*ACTION ITEM*: Which lines of the listing below contain the word "width"? Return them.

*INPUT FOR THIS TASK*:
------------------------------
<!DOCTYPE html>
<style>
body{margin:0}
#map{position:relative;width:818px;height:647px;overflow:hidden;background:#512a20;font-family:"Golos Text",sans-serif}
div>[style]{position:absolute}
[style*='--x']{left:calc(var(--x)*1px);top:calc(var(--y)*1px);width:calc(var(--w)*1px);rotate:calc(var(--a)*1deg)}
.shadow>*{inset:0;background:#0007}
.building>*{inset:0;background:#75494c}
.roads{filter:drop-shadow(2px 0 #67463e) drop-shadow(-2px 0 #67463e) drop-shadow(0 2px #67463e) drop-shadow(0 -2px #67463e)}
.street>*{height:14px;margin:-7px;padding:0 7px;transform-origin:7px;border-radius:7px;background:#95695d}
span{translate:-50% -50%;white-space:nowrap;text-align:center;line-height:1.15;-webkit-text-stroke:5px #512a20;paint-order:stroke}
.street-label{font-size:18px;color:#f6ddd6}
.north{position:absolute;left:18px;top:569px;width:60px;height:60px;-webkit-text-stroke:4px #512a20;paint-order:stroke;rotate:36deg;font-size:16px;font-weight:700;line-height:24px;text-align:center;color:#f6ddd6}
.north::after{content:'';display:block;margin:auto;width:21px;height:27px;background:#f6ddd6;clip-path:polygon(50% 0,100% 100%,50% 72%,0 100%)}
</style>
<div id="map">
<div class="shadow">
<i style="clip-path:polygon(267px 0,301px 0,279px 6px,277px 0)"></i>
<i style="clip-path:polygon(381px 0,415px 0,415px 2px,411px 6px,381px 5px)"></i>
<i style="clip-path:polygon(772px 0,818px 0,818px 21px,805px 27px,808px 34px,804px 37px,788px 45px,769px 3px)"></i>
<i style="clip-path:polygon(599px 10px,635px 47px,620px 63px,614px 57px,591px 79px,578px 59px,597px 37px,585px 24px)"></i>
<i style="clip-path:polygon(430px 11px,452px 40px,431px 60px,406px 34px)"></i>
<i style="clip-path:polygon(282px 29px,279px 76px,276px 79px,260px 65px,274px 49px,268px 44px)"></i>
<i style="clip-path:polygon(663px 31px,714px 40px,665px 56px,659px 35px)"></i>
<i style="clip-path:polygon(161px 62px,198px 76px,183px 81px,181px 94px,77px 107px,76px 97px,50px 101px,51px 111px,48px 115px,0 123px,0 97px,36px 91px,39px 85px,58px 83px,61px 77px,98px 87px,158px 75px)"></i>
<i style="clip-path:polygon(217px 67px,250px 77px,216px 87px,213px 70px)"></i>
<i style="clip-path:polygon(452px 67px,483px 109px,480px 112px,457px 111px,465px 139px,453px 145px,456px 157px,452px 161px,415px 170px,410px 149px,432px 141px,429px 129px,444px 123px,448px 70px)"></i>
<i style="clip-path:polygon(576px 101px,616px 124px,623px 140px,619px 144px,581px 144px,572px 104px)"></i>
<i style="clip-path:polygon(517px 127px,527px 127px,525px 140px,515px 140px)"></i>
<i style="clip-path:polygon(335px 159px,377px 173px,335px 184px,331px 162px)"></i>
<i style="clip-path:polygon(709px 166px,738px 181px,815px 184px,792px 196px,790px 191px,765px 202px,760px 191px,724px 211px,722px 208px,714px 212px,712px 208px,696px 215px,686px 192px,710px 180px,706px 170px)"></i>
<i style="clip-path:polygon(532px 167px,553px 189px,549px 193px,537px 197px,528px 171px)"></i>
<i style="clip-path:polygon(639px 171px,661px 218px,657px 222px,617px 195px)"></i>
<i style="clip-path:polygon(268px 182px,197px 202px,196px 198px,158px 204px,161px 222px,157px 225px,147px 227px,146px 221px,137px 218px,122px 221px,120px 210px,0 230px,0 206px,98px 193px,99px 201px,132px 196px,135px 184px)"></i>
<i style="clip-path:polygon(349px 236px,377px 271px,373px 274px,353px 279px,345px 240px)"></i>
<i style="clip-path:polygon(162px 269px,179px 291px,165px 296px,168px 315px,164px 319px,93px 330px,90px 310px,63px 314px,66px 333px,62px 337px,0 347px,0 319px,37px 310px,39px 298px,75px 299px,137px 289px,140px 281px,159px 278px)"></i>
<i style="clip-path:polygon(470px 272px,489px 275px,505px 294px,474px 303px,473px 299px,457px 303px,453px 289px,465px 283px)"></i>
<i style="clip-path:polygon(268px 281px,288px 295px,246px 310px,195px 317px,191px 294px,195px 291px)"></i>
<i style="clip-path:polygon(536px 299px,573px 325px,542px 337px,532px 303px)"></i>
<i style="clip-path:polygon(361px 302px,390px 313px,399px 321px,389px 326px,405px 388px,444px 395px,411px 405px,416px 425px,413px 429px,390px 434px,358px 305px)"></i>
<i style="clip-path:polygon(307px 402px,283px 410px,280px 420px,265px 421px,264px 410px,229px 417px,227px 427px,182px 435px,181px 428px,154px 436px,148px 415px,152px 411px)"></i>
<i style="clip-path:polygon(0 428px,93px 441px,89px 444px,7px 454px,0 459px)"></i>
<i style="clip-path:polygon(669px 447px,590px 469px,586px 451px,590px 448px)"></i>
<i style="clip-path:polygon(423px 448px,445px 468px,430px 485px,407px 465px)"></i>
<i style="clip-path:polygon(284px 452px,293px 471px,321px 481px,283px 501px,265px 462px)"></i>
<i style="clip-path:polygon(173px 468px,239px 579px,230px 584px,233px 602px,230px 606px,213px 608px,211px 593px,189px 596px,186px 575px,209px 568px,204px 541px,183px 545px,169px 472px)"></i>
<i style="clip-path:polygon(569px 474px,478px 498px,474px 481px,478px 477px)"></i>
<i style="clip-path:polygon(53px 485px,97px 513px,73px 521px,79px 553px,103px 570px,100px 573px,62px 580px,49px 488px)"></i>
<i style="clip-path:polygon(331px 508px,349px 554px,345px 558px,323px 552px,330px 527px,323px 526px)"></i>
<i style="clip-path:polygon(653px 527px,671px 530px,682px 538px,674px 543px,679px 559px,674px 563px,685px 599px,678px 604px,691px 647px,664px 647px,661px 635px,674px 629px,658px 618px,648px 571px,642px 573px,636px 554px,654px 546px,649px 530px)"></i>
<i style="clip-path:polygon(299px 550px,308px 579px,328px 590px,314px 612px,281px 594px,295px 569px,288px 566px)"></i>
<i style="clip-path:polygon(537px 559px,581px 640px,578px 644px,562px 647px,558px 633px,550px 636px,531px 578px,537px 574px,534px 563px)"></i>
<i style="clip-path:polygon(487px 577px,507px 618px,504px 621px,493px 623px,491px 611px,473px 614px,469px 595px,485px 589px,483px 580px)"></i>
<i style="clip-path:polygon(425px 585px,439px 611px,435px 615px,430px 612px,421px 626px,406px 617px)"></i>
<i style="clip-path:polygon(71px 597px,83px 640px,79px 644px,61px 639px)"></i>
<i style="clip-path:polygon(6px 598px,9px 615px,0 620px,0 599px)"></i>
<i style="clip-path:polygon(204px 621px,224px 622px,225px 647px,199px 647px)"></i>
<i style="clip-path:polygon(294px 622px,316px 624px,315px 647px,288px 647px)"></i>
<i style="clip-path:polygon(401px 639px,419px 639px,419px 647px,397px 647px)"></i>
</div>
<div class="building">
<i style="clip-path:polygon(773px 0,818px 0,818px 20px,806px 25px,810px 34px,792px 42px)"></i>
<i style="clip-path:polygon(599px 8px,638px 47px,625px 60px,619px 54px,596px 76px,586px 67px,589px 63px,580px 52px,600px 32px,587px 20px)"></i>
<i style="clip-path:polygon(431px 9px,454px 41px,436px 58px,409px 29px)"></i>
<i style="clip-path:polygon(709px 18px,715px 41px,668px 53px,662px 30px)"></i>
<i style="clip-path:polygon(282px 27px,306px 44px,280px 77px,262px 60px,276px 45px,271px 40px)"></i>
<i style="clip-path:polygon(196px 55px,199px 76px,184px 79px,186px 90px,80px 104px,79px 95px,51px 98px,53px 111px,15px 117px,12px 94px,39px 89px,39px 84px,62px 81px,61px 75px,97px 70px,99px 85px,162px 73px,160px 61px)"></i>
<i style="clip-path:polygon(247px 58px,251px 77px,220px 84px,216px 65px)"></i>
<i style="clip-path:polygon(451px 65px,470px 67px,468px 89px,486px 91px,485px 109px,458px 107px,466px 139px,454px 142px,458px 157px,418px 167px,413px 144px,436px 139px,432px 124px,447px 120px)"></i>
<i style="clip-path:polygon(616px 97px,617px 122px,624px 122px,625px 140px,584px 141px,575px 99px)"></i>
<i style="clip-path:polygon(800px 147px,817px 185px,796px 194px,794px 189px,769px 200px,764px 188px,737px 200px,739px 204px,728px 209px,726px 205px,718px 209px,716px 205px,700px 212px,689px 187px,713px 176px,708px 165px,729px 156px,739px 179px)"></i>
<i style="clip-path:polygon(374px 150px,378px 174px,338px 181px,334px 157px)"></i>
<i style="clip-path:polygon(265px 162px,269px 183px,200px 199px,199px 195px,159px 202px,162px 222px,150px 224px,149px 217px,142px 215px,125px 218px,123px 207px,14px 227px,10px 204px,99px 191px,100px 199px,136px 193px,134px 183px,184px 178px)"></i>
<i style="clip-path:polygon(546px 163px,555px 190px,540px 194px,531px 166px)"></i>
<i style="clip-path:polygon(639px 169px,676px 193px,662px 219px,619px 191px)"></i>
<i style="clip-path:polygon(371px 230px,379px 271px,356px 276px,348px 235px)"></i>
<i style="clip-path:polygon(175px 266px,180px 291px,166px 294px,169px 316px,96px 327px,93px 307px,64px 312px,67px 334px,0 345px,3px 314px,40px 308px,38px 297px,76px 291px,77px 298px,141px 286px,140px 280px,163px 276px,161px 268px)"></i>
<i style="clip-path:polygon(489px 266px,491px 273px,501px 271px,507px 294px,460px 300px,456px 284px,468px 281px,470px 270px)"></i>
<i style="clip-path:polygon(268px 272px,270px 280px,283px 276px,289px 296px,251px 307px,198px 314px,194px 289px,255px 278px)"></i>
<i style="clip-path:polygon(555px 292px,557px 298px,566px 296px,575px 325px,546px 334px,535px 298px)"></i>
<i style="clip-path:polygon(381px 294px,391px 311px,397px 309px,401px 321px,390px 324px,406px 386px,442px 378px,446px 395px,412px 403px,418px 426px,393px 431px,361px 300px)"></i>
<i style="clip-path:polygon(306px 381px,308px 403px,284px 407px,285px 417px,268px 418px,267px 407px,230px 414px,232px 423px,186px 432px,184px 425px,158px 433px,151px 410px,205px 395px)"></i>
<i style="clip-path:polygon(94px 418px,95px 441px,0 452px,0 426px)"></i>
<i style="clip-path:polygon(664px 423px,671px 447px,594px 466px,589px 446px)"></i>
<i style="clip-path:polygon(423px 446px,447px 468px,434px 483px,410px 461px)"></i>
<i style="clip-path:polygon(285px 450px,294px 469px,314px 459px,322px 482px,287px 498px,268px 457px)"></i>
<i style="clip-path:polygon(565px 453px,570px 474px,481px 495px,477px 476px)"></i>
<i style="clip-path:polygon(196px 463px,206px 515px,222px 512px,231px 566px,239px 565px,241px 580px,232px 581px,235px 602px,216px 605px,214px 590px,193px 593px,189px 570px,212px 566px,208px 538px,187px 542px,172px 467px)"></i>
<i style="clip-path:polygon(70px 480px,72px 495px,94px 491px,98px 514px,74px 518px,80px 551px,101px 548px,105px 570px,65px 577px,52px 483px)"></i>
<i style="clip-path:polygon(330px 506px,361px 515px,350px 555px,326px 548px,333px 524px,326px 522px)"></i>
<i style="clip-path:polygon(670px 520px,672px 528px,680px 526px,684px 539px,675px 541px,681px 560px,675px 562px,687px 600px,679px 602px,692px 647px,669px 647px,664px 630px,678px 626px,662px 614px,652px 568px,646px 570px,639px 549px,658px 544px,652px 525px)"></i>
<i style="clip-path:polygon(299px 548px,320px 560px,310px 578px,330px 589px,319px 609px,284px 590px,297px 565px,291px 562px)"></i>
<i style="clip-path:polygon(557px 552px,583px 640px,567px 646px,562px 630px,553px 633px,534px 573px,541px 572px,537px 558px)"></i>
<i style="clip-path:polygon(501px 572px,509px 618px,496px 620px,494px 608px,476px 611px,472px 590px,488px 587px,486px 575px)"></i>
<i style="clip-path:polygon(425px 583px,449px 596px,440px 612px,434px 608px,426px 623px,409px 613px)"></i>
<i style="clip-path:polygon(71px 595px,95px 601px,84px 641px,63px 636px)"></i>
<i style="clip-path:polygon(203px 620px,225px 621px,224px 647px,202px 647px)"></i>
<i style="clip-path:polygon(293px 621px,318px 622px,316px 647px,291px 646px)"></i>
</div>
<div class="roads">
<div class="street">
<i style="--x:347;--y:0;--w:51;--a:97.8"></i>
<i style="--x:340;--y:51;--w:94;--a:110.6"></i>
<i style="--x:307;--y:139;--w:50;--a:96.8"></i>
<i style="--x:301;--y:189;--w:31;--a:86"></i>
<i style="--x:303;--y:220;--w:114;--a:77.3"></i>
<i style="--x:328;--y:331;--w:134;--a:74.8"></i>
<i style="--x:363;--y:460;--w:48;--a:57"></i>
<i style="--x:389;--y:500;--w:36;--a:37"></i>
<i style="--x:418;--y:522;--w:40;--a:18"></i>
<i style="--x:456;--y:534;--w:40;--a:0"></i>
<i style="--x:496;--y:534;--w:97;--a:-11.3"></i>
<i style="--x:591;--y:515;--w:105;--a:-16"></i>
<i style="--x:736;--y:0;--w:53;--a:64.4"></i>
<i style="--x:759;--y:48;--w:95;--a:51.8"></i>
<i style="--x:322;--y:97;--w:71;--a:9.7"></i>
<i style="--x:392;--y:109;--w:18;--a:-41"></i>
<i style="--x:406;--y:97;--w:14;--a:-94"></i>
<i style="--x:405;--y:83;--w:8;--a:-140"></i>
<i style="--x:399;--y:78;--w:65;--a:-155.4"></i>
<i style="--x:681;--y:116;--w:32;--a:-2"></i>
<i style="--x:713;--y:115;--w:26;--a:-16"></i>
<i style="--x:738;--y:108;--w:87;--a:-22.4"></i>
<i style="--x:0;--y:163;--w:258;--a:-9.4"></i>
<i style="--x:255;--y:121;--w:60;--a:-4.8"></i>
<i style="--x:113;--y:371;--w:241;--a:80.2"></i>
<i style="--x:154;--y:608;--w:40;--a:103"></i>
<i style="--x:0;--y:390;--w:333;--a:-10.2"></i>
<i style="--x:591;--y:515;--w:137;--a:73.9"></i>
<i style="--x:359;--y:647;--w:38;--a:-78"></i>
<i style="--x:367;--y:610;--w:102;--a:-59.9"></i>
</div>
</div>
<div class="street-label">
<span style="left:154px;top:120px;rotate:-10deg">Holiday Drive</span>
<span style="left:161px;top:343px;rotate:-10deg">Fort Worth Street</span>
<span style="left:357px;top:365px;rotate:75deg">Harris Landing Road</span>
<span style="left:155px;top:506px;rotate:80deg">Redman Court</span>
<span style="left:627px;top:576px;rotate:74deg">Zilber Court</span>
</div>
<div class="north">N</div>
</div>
------------------------------
*RESULT BELOW*:
#map{position:relative;width:818px;height:647px;overflow:hidden;background:#512a20;font-family:"Golos Text",sans-serif}
[style*='--x']{left:calc(var(--x)*1px);top:calc(var(--y)*1px);width:calc(var(--w)*1px);rotate:calc(var(--a)*1deg)}
.north{position:absolute;left:18px;top:569px;width:60px;height:60px;-webkit-text-stroke:4px #512a20;paint-order:stroke;rotate:36deg;font-size:16px;font-weight:700;line-height:24px;text-align:center;color:#f6ddd6}
.north::after{content:'';display:block;margin:auto;width:21px;height:27px;background:#f6ddd6;clip-path:polygon(50% 0,100% 100%,50% 72%,0 100%)}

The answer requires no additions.